The Five Bloom Award was handed out at the Communities in Bloom’s Provincial Conference in Kamloops on Oct. 5, and Mayor John Van Laerhoven was on hand to receive it.
Each year, communities throughout the province can elect to participate in the program. Judges then visit each community and are led around to various events and sites of significance. This year, the District of Kent featured its UV Disinfection System, and the system was given special recognition by the judges.
The system uses UV rays to sterilize the pathogens left in waste water, eliminating the need for a chlorine system. The judges commended district staff member Steve Nuttall and his crew.
“It is so good to see that Steve continues to seek new and innovative ways to deal with sewage,” the judges wrote.
The judges, Rea Smith and Trisha McCarthy, were also impressed by the innovation shown by local hazelnut farmers fighting blight, the berry breeding program at Ag Canada, and Neal Tebrinke’s state of the art computerized equipment at his chicken farm.
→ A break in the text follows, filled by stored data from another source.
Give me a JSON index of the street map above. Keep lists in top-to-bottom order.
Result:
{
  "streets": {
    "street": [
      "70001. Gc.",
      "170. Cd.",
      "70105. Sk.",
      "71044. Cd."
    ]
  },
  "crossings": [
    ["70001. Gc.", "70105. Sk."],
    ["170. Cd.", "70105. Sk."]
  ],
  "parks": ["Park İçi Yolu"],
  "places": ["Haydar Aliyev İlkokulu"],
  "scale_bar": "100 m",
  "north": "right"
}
The judges also gave the district some pointers in their long evaluation form. They include providing recycling bins in the streets, updating the paint at crosswalks and curbs, and starting a ‘tidy street’ recognition program.
Van Laerhoven said CIB is “a very positive program,” that the community can be proud of participating in. He encouraged residents to take the time to read the report.
The full report and recommendations are viewable within the Oct. 15 council meeting agenda, online at www.district.kent.bc.ca.